After some methodical introductions, to a few major characters, “The Hateful Eight” settles into its main, Agatha Christie-like narrative, of eight disparate characters, trapped by a violent blizzard, inside a stagecoach lodge, in late 19th century Wyoming. Kurt Russell is “The Hangman”, chained to his prisoner, the murderous Daisy Domergue (the great Jennifer Jason Leigh). Samuel L. Jackson is “The Bounty Hunter”, and Walton Goggins is “The Sheriff”. Demian Bichir is Bob “The Mexican”, and Tim Roth portrays Oswaldo “The Little Man”. Also, Michael Madsen is “The Cow Puncher”, and soon-to-be octogenarian national treasure, Bruce Dern is General “The Confederate” Smithers. Will any of them still be alive by the time the winter tempest blows by?
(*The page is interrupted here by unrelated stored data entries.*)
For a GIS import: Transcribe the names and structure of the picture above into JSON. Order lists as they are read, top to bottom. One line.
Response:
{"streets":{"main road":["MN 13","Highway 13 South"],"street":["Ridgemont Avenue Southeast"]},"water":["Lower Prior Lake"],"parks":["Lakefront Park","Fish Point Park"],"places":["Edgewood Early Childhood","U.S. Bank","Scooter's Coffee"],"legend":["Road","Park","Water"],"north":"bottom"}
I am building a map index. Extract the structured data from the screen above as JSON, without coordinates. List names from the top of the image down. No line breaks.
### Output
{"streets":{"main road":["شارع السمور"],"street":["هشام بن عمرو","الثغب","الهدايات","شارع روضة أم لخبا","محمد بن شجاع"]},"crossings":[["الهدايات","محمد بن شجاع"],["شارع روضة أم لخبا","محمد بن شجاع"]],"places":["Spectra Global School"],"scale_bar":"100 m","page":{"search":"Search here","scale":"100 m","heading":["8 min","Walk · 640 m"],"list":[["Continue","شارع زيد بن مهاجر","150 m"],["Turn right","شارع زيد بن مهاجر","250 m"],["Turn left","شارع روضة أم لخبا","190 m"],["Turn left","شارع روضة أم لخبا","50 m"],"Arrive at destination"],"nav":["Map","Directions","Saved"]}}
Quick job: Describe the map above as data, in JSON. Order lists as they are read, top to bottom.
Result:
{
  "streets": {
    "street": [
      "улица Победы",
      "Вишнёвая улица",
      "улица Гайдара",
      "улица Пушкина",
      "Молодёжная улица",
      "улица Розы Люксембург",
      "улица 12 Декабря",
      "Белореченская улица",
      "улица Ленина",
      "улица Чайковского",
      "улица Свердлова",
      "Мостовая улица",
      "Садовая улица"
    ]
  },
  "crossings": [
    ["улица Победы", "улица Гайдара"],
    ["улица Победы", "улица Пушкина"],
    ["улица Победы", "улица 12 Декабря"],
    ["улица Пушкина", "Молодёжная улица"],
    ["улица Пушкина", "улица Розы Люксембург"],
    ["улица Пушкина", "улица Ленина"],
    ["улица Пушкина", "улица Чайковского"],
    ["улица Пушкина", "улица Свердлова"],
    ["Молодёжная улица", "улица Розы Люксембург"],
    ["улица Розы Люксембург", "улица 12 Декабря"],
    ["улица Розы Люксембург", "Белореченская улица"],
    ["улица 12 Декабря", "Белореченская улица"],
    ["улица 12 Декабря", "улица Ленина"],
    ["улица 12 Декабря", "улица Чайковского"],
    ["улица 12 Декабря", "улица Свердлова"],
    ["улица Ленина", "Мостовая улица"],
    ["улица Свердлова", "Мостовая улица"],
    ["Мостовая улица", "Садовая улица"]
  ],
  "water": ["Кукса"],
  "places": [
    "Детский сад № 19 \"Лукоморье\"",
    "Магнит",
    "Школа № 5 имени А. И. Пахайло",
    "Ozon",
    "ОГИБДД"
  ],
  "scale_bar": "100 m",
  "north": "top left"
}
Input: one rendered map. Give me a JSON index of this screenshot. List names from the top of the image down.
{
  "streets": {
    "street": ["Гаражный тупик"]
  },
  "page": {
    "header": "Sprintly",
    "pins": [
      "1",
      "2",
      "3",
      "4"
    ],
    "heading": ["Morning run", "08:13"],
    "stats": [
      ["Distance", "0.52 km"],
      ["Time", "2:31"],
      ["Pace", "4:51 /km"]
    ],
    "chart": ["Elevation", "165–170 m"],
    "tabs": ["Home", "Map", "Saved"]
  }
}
“The Hateful Eight” has some virtues. First of all, what a joy to watch legendary composer Ennio Morricone receive his first Oscar (at 87!) for his solid original score. It was his sixth nomination–a number that easily should’ve been doubled. Also, long my favorite film actress, 54-year-old Jennifer Jason Leigh receiving her first Academy Award nomination. Decades of criminal omissions, rectified in one fell swoop by QT, as I forecast he just might do for her (search for it right here on the blog), months before the film opened. And I applaud Mr. Tarantino’s insistence on a luxurious 70 mm release–and 20 minutes longer–“roadshow” version (I watched the 167-minute Blu-ray incarnation, for this review). Of course, the incredible Robert Richardson, also turned in Oscar-nominated work, for his gorgeous cinematography. Oh, and the “Lincoln letter” bit, works like gangbusters.
However, perhaps for the first time, a Quentin Tarantino film became mundane and unbearably ugly. For all his past excesses with violence and bloodletting, it always felt essential to the narrative. In “The Hateful Eight” (and yes, I’m aware of the title), the sadism removed me from the picture. There is a stomach-churning flashback scene, involving forced fellatio, that is played as a sick joke. Also, there is a hanging strangulation towards the finale that was lingered on in a sickening fashion. The movie also contains a late reveal that just feels like a cheap trick–its below QT. The movie has a sterling cast of Tarantino veterans in Kurt Russell, Samuel L. Jackson, Tim Roth, and Michael Madsen. But they’ve all turned in better work in the previous films. And did I mention it goes on forever. There’s very little payoff, and this one crossed the line for me. So, if you are only a borderline Tarantino fan, you can skip this one completely, and you won’t be missing much. And I absolutely hate to write that.